- **EXERCISE BRIEF**
Leave every image out, and return the rest of the data word for word.

- **RECORDED INFORMATION**

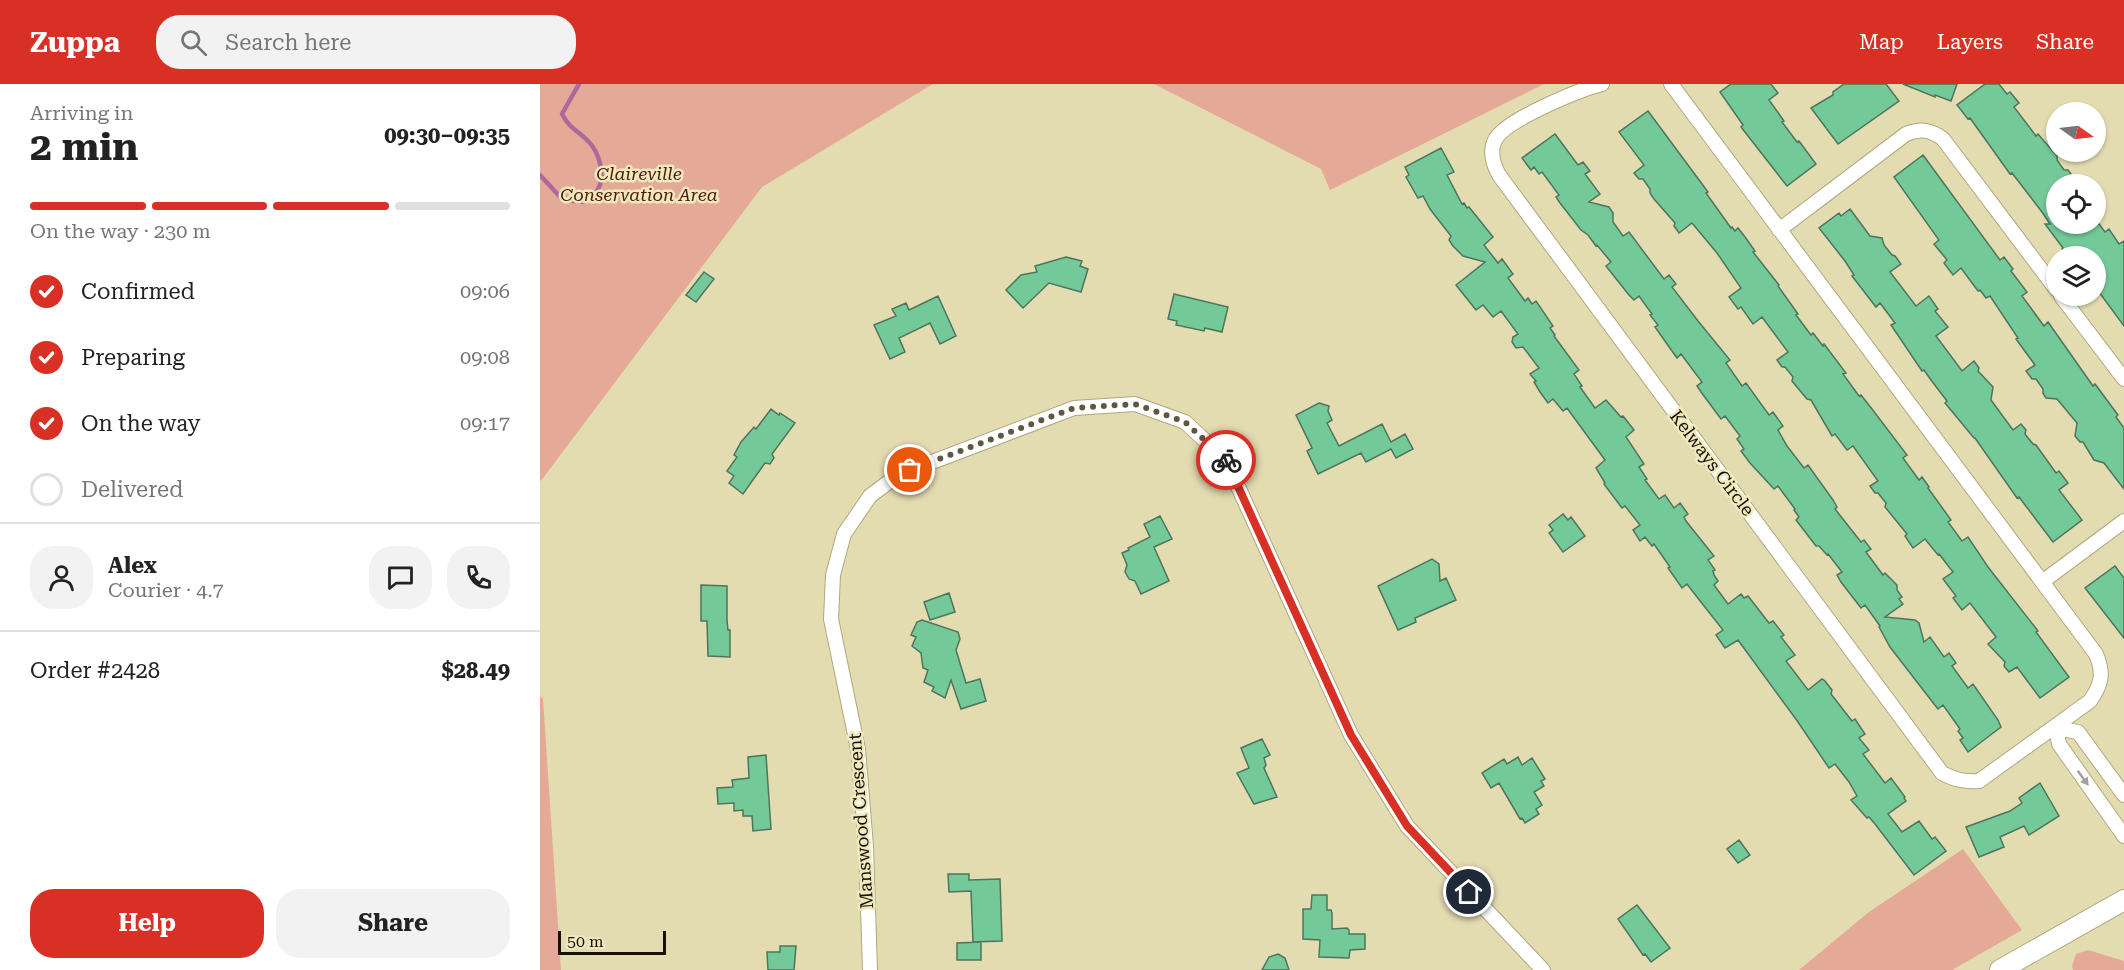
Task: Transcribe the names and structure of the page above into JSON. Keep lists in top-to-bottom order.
{
  "streets": {
    "street": ["Kelways Circle", "Manswood Crescent"]
  },
  "parks": ["Claireville Conservation Area"],
  "scale_bar": "50 m",
  "north": "right",
  "page": {
    "header": "Zuppa",
    "search": "Search here",
    "nav": ["Map", "Layers", "Share"],
    "heading": ["2 min", "Arriving in", "09:30–09:35"],
    "panel": [
      "Alex",
      "Courier · 4.7",
      "Order #2428",
      "$28.49"
    ],
    "bar": "On the way · 230 m",
    "list": [
      ["Confirmed", "09:06"],
      ["Preparing", "09:08"],
      ["On the way", "09:17"],
      "Delivered"
    ],
    "buttons": ["Help", "Share"],
    "scale": "50 m"
  }
}
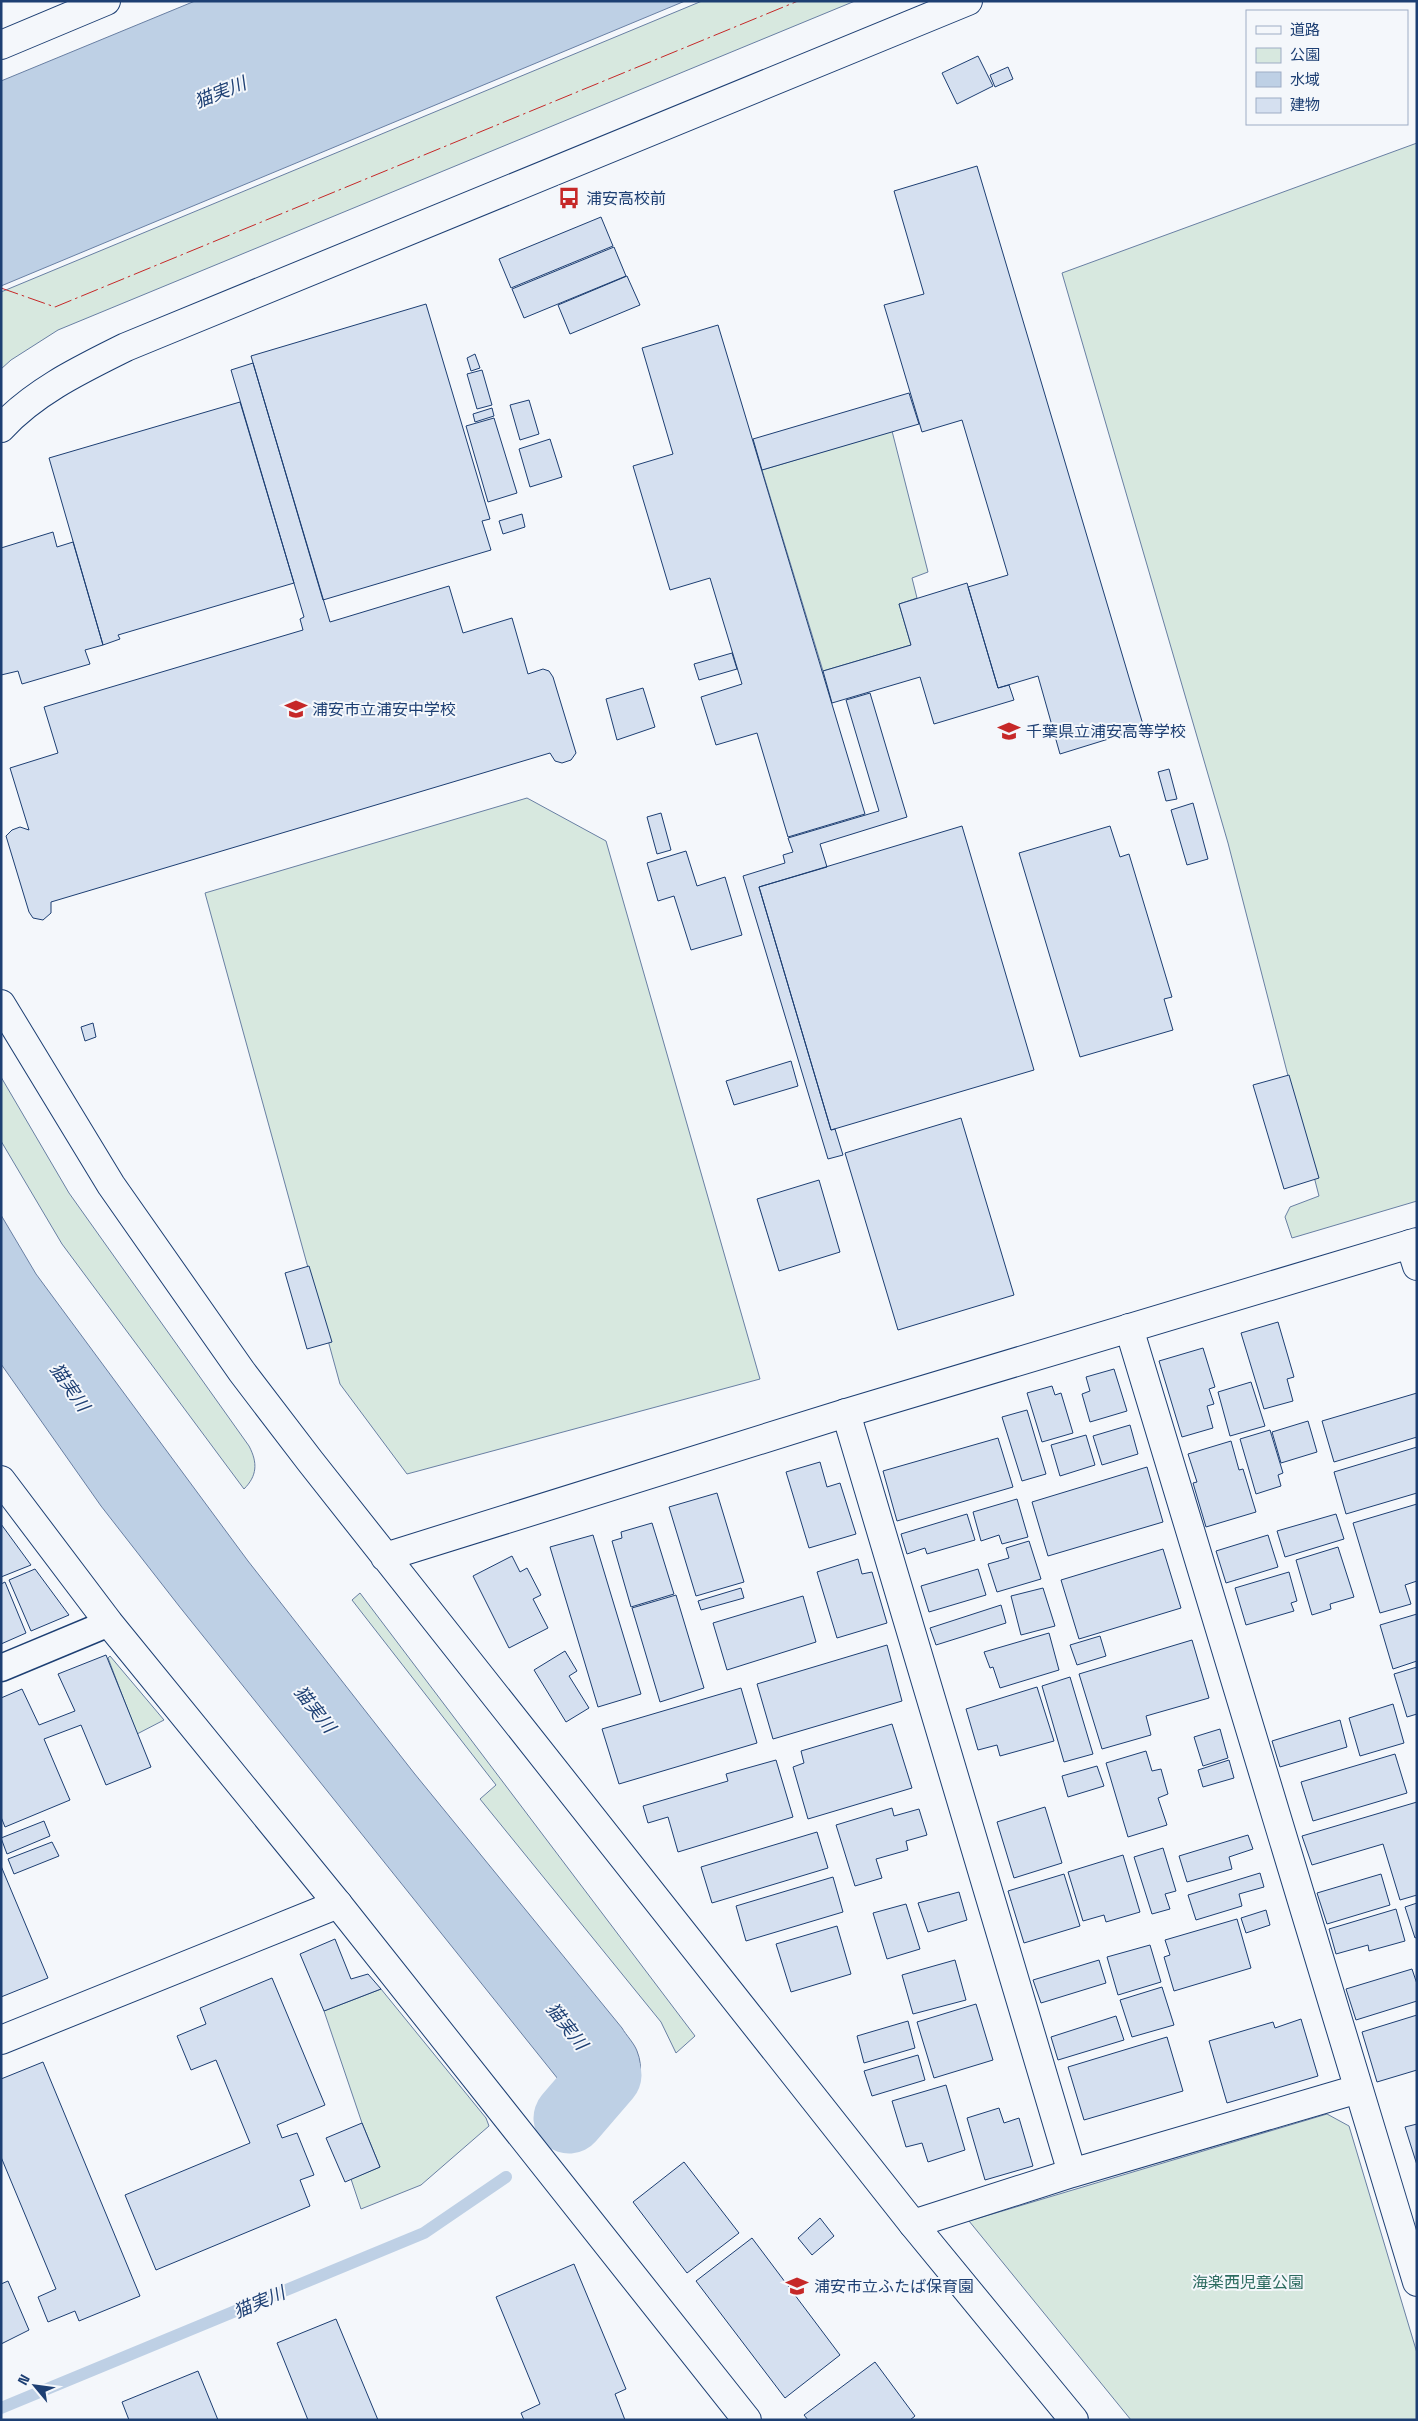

- **WRITTEN REPLY**
Task: Transcribe the names and structure of the page above into JSON. Keep lists in top-to-bottom order.
{
  "streets": {
    "street": ["Kelways Circle", "Manswood Crescent"]
  },
  "parks": ["Claireville Conservation Area"],
  "scale_bar": "50 m",
  "north": "right",
  "page": {
    "header": "Zuppa",
    "search": "Search here",
    "nav": ["Map", "Layers", "Share"],
    "heading": ["2 min", "Arriving in", "09:30–09:35"],
    "panel": [
      "Alex",
      "Courier · 4.7",
      "Order #2428",
      "$28.49"
    ],
    "bar": "On the way · 230 m",
    "list": [
      ["Confirmed", "09:06"],
      ["Preparing", "09:08"],
      ["On the way", "09:17"],
      "Delivered"
    ],
    "buttons": ["Help", "Share"],
    "scale": "50 m"
  }
}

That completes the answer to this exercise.